#### [Exercise]
Please filter the entries for the word "roads" and copy every line that has it.

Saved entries
****************
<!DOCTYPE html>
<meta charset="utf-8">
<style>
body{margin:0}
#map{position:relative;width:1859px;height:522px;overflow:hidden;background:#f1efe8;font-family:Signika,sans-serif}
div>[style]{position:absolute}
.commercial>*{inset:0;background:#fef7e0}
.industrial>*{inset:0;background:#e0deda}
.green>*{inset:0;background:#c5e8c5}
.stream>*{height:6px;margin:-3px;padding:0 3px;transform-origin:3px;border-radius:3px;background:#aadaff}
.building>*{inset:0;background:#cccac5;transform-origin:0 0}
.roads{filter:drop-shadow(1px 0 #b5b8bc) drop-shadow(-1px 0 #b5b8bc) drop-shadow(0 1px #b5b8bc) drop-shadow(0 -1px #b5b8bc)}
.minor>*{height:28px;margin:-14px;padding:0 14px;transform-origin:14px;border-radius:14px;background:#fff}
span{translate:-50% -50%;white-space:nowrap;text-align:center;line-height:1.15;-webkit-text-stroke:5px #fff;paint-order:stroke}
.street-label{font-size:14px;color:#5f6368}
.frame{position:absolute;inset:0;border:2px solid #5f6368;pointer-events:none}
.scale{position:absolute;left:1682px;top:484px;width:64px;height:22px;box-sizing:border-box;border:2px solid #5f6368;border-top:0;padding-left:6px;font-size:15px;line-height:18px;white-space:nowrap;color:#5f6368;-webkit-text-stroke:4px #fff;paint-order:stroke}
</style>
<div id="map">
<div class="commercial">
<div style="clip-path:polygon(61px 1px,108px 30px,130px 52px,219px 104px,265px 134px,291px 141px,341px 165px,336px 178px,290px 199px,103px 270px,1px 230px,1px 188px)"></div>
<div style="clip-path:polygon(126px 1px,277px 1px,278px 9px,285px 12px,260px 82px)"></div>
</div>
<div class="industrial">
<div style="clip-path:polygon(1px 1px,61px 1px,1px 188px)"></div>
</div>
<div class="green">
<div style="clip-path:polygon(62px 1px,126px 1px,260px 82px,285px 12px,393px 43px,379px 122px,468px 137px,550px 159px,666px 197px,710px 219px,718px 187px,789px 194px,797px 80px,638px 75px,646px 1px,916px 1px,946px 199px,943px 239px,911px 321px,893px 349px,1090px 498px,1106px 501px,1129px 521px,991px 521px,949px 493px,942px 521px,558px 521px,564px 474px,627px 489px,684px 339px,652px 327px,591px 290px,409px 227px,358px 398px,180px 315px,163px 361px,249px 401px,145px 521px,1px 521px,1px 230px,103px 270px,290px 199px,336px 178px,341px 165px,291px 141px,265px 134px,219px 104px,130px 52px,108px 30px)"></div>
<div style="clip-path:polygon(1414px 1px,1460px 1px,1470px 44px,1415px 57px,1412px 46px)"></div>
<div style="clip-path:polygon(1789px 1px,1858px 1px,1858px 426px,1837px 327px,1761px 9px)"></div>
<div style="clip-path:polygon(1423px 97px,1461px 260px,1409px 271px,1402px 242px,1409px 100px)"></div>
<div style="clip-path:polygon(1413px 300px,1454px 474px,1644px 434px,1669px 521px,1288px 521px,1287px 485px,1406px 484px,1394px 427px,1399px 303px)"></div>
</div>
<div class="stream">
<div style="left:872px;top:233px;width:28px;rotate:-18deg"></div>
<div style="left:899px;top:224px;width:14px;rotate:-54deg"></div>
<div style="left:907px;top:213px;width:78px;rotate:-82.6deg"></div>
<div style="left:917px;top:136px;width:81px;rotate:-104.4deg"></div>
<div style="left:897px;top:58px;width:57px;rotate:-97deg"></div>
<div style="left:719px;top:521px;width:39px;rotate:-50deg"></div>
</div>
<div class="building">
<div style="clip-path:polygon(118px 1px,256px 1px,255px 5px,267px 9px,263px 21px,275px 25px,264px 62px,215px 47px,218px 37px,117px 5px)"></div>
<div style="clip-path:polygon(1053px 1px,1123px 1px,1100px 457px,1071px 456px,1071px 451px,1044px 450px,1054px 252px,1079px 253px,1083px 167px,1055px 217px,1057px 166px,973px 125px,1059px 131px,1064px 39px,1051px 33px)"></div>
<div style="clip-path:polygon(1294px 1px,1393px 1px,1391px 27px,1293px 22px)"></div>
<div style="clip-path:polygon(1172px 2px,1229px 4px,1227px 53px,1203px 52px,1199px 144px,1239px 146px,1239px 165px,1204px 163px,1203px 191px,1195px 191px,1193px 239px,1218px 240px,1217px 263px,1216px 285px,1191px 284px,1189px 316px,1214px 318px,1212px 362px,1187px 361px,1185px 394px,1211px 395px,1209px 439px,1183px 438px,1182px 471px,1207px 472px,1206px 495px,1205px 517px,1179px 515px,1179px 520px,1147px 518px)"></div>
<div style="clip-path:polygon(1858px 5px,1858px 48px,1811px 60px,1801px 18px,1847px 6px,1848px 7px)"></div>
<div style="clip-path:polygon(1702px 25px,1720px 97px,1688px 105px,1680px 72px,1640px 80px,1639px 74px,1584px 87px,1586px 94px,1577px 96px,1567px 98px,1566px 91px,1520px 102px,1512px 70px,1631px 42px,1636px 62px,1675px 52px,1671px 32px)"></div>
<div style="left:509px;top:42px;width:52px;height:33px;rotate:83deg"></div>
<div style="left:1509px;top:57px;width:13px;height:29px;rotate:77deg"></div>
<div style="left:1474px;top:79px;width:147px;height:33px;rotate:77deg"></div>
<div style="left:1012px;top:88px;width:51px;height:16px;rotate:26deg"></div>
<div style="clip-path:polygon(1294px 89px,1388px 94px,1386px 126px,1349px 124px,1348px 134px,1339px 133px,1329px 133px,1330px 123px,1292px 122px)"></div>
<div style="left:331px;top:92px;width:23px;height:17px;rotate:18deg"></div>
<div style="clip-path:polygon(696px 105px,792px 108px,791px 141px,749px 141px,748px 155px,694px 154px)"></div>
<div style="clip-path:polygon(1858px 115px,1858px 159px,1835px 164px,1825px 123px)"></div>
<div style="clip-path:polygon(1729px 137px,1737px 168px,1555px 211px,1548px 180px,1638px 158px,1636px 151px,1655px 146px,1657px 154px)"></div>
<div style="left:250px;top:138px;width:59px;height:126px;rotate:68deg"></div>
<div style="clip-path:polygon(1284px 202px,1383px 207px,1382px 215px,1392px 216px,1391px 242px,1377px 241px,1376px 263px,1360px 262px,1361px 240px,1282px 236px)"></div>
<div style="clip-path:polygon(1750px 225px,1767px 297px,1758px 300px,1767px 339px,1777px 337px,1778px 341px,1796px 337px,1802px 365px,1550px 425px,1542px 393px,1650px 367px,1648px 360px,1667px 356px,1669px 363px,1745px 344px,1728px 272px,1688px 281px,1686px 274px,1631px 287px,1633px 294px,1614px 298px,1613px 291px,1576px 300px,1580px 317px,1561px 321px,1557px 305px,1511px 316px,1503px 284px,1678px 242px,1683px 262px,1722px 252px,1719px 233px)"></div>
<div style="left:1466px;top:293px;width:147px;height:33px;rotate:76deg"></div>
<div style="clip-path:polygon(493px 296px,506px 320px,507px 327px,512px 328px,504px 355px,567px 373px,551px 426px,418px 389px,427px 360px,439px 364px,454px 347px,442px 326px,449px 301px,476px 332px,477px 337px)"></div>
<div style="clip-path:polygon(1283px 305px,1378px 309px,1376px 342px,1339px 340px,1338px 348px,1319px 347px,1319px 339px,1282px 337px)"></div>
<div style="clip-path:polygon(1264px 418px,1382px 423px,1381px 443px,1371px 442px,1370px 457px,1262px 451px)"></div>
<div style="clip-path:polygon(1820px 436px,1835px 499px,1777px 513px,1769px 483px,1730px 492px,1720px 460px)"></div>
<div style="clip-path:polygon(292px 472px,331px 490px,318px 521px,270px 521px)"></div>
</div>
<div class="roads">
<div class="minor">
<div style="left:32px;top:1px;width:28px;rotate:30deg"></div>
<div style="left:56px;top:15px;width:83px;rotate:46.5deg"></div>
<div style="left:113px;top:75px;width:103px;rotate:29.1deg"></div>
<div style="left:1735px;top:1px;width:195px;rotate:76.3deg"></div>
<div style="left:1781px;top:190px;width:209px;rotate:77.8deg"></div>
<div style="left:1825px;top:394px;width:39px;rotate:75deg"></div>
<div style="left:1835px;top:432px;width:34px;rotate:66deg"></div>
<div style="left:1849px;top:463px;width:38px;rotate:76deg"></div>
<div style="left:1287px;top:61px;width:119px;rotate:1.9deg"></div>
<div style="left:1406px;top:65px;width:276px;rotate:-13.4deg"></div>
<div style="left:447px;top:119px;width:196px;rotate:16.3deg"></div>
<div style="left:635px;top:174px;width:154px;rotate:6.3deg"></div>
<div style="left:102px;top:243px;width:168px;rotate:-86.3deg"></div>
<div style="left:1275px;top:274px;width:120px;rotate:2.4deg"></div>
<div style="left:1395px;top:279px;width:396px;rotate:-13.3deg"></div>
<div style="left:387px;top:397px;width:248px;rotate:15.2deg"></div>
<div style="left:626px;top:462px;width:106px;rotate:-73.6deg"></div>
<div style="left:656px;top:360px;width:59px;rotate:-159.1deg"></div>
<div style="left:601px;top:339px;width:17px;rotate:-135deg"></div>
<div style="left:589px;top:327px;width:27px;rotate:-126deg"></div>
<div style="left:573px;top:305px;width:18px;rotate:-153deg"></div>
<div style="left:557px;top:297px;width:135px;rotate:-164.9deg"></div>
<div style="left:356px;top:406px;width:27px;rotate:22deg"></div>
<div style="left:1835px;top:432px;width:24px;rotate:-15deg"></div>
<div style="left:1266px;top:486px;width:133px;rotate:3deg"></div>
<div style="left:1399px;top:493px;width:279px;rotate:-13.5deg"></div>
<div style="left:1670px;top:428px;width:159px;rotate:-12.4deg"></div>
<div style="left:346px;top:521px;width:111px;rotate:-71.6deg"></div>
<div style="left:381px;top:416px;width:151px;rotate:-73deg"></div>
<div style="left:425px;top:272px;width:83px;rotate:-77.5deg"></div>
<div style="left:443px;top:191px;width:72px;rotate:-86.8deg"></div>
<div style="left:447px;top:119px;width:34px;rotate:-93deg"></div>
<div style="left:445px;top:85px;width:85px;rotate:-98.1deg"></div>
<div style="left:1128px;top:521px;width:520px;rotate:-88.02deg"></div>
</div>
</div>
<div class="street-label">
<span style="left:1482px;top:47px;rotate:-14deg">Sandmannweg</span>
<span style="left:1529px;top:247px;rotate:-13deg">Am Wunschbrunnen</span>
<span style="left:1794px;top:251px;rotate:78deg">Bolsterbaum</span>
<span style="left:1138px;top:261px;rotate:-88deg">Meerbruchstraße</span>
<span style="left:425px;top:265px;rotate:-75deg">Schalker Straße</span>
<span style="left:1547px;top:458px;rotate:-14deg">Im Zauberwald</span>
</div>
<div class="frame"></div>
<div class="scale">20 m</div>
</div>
****************
#### [Problem solution]
.roads{filter:drop-shadow(1px 0 #b5b8bc) drop-shadow(-1px 0 #b5b8bc) drop-shadow(0 1px #b5b8bc) drop-shadow(0 -1px #b5b8bc)}
<div class="roads">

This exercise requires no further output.